#### [YOUR INSTRUCTIONS]
With the line containing "position:absolute; left:48px; top:308px;" as the final line, restate exactly every line of the data below from the first one onward, and copy no pictures.

#### [RECORDED INFORMATION]
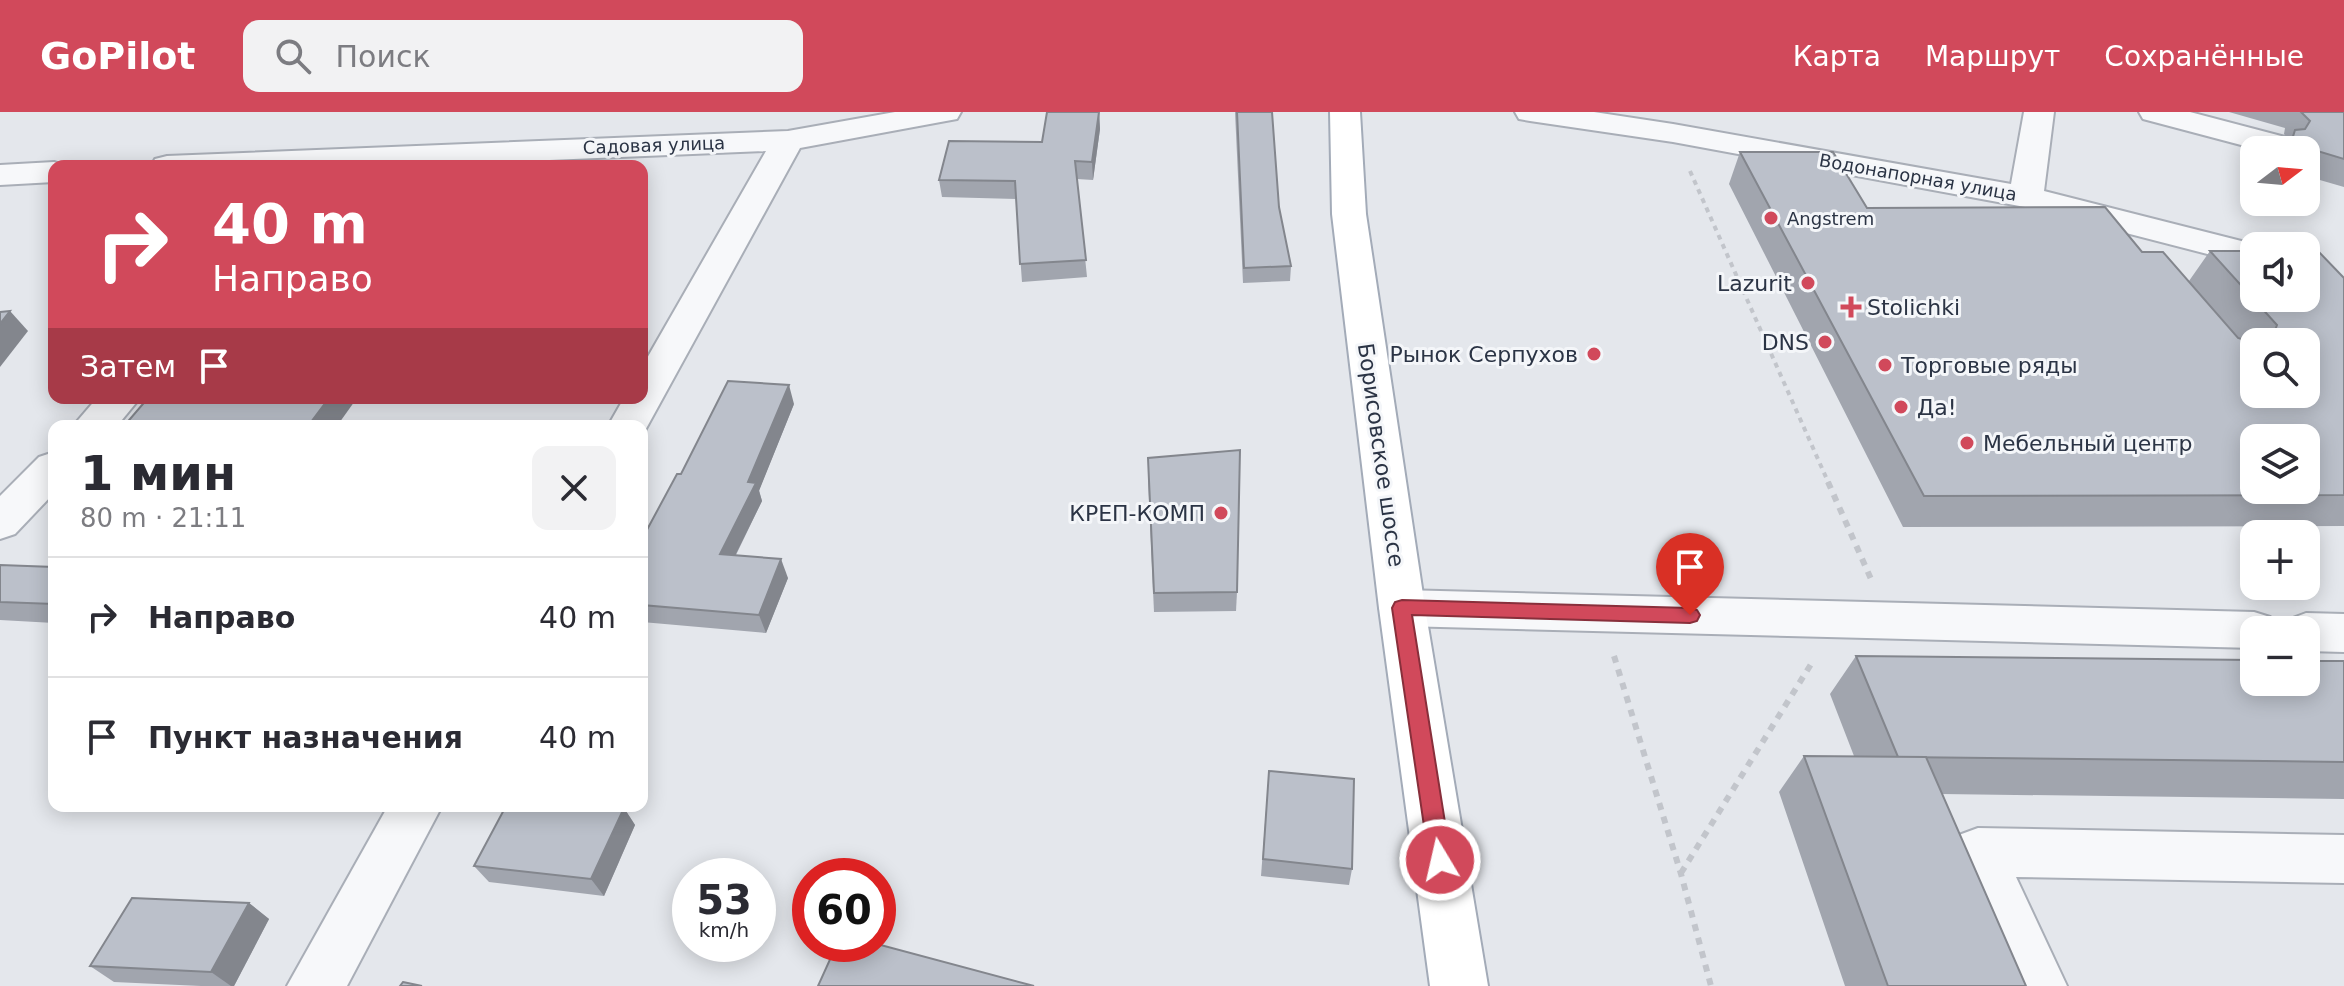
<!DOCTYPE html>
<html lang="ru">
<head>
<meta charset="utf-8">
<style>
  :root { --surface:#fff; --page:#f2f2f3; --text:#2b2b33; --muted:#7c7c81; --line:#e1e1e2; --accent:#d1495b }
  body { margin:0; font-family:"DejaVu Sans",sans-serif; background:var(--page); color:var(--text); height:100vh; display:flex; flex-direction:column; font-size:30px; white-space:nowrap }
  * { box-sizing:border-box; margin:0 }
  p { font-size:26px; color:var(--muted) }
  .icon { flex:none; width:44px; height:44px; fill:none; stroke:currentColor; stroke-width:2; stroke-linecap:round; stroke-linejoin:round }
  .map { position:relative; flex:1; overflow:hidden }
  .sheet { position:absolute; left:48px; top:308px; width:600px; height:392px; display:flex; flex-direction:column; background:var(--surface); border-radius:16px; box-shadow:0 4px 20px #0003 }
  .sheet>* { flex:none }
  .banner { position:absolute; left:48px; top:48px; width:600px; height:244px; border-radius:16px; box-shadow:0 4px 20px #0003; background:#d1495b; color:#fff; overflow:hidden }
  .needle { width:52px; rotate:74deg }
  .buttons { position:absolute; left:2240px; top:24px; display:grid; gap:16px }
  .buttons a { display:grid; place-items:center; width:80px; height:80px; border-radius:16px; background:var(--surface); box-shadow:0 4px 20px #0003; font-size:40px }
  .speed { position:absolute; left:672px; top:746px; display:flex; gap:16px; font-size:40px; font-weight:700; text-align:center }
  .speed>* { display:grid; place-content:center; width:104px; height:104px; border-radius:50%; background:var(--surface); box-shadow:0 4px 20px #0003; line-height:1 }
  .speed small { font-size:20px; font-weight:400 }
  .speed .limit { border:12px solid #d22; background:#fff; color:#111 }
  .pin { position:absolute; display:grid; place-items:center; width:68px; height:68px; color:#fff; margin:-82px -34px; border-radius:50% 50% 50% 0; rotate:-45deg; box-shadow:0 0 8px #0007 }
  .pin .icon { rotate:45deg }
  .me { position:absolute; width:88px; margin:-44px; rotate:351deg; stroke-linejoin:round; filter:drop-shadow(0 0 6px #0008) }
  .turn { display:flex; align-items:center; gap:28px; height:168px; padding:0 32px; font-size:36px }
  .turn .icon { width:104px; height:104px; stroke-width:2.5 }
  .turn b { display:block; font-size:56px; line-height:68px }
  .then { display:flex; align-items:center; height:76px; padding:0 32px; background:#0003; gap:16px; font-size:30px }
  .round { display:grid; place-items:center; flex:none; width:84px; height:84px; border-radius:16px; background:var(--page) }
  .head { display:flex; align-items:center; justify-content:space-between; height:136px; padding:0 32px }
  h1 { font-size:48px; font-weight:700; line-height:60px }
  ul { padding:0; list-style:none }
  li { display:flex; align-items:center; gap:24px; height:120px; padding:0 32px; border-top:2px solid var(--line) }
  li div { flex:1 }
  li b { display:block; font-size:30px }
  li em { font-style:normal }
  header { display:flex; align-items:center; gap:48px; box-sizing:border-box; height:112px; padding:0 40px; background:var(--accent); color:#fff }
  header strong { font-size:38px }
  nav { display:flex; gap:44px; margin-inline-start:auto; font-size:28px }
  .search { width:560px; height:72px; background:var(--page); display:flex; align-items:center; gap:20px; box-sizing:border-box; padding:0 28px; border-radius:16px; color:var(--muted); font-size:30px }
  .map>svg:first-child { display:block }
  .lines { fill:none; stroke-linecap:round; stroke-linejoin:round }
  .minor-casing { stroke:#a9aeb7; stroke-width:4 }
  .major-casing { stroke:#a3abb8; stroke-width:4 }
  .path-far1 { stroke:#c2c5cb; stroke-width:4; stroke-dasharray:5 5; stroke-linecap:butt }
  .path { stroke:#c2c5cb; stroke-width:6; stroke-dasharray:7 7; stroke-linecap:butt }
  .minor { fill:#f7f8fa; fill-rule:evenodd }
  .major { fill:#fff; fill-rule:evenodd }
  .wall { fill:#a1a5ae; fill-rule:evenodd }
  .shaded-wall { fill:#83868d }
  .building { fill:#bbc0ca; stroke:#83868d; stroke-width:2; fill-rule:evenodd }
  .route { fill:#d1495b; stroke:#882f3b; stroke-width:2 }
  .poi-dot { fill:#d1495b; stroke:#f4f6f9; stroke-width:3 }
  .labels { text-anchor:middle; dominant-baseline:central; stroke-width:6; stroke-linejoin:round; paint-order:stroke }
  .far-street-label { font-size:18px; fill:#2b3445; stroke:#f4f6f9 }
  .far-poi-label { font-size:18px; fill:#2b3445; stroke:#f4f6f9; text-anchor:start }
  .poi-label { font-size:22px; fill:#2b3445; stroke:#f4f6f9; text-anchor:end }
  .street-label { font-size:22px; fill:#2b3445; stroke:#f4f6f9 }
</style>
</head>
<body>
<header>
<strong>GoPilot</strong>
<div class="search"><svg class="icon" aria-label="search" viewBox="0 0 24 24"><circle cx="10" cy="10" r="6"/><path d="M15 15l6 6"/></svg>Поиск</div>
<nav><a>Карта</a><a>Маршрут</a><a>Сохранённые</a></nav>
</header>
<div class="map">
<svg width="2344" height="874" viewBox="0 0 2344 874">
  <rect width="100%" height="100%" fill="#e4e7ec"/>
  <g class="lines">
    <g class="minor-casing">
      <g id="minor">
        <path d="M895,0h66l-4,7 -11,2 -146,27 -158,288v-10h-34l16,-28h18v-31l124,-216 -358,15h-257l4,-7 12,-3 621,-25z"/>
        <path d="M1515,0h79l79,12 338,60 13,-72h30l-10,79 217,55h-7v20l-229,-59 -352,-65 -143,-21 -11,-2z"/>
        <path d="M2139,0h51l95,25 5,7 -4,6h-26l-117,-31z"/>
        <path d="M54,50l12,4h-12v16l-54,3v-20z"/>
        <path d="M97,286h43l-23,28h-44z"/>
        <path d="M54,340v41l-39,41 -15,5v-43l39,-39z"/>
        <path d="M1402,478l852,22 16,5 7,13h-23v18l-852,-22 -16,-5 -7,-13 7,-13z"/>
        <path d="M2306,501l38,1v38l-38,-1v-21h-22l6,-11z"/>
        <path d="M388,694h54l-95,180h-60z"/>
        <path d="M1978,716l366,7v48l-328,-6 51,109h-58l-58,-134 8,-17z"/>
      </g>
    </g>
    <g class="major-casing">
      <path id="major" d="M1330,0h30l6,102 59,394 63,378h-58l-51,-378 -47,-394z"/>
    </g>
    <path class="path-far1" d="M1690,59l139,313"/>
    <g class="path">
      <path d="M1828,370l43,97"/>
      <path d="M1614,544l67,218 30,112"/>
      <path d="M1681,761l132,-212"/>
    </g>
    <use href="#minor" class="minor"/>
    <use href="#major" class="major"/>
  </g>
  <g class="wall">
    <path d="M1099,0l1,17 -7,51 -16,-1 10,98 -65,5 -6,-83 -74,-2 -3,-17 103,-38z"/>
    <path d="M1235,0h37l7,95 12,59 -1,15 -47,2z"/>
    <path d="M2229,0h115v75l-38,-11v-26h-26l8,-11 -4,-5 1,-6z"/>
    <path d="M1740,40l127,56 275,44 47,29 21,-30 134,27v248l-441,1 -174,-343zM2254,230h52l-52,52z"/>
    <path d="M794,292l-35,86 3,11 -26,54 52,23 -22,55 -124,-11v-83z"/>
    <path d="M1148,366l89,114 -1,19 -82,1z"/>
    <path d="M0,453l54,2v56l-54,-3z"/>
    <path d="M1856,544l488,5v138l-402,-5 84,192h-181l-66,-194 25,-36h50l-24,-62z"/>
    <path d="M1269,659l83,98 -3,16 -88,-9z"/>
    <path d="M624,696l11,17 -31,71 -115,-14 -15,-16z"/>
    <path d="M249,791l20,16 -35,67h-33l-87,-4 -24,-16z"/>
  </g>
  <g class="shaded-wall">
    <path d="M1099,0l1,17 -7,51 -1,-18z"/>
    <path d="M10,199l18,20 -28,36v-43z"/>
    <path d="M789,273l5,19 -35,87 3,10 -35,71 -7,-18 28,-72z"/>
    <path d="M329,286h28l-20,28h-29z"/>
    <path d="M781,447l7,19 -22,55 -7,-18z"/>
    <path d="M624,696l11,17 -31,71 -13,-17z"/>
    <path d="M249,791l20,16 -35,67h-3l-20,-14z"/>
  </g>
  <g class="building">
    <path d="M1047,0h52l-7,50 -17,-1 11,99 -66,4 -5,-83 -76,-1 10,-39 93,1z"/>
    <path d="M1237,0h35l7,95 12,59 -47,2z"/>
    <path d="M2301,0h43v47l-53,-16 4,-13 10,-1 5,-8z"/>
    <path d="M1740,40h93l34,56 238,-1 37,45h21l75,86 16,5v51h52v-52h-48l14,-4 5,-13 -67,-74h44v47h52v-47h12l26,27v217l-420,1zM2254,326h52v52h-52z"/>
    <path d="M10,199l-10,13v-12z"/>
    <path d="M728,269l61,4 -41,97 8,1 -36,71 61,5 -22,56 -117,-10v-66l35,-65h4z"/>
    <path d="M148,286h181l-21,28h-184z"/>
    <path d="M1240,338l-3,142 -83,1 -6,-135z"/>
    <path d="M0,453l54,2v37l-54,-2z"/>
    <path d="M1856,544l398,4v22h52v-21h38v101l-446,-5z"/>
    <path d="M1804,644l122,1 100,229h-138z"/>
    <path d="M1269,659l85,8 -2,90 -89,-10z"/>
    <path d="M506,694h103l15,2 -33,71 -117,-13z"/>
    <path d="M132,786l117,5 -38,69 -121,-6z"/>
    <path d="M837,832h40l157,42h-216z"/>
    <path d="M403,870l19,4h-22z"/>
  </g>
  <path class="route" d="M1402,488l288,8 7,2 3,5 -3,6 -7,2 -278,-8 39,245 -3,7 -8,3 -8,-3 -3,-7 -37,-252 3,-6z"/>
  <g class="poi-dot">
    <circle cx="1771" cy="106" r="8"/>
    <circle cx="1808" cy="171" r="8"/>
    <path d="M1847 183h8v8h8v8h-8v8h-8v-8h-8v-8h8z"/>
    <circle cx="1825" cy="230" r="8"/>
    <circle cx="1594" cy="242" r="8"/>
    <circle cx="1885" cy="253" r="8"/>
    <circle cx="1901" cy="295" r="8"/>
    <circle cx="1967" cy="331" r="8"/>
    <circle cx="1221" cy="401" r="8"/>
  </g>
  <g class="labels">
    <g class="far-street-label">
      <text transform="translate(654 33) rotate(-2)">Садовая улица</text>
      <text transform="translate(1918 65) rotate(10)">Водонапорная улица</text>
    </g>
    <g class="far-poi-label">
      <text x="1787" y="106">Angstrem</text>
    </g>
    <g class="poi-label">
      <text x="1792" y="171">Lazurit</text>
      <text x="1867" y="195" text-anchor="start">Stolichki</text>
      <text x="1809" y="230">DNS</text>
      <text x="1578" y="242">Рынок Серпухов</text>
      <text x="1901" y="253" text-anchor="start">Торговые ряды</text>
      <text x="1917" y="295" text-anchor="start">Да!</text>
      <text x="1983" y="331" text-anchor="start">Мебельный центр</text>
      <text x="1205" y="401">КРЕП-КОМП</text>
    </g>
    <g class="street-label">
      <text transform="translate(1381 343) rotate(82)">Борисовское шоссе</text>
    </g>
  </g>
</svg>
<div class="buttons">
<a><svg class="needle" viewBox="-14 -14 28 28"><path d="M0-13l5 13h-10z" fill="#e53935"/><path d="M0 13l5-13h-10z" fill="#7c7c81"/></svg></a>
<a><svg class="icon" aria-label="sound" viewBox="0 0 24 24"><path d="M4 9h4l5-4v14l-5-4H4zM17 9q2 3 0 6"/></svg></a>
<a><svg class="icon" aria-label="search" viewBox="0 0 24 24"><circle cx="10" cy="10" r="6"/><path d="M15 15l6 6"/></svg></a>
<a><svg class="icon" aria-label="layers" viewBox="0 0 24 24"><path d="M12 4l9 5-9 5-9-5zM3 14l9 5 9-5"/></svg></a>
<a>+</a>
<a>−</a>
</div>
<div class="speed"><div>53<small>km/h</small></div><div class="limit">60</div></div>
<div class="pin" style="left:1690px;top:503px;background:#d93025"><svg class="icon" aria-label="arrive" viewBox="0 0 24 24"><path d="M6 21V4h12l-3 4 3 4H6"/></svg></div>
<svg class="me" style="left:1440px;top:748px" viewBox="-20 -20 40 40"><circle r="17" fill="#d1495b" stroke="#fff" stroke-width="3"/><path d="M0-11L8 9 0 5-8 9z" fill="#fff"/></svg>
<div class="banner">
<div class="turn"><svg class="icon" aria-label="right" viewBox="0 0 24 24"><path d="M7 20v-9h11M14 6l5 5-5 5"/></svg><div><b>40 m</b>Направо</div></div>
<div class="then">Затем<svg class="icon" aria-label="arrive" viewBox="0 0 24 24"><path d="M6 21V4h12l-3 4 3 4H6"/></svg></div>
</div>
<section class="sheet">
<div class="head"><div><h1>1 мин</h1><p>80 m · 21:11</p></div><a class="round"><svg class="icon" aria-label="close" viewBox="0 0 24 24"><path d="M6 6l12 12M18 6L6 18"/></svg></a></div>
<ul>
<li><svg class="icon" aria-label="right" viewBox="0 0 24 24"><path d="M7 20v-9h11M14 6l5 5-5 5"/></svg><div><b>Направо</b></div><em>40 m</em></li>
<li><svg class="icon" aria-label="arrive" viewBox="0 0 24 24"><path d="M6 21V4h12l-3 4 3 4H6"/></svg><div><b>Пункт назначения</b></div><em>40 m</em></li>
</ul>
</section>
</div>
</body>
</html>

#### [ANSWER SPACE]
<!DOCTYPE html>
<html lang="ru">
<head>
<meta charset="utf-8">
<style>
  :root { --surface:#fff; --page:#f2f2f3; --text:#2b2b33; --muted:#7c7c81; --line:#e1e1e2; --accent:#d1495b }
  body { margin:0; font-family:"DejaVu Sans",sans-serif; background:var(--page); color:var(--text); height:100vh; display:flex; flex-direction:column; font-size:30px; white-space:nowrap }
  * { box-sizing:border-box; margin:0 }
  p { font-size:26px; color:var(--muted) }
  .icon { flex:none; width:44px; height:44px; fill:none; stroke:currentColor; stroke-width:2; stroke-linecap:round; stroke-linejoin:round }
  .map { position:relative; flex:1; overflow:hidden }
  .sheet { position:absolute; left:48px; top:308px; width:600px; height:392px; display:flex; flex-direction:column; background:var(--surface); border-radius:16px; box-shadow:0 4px 20px #0003 }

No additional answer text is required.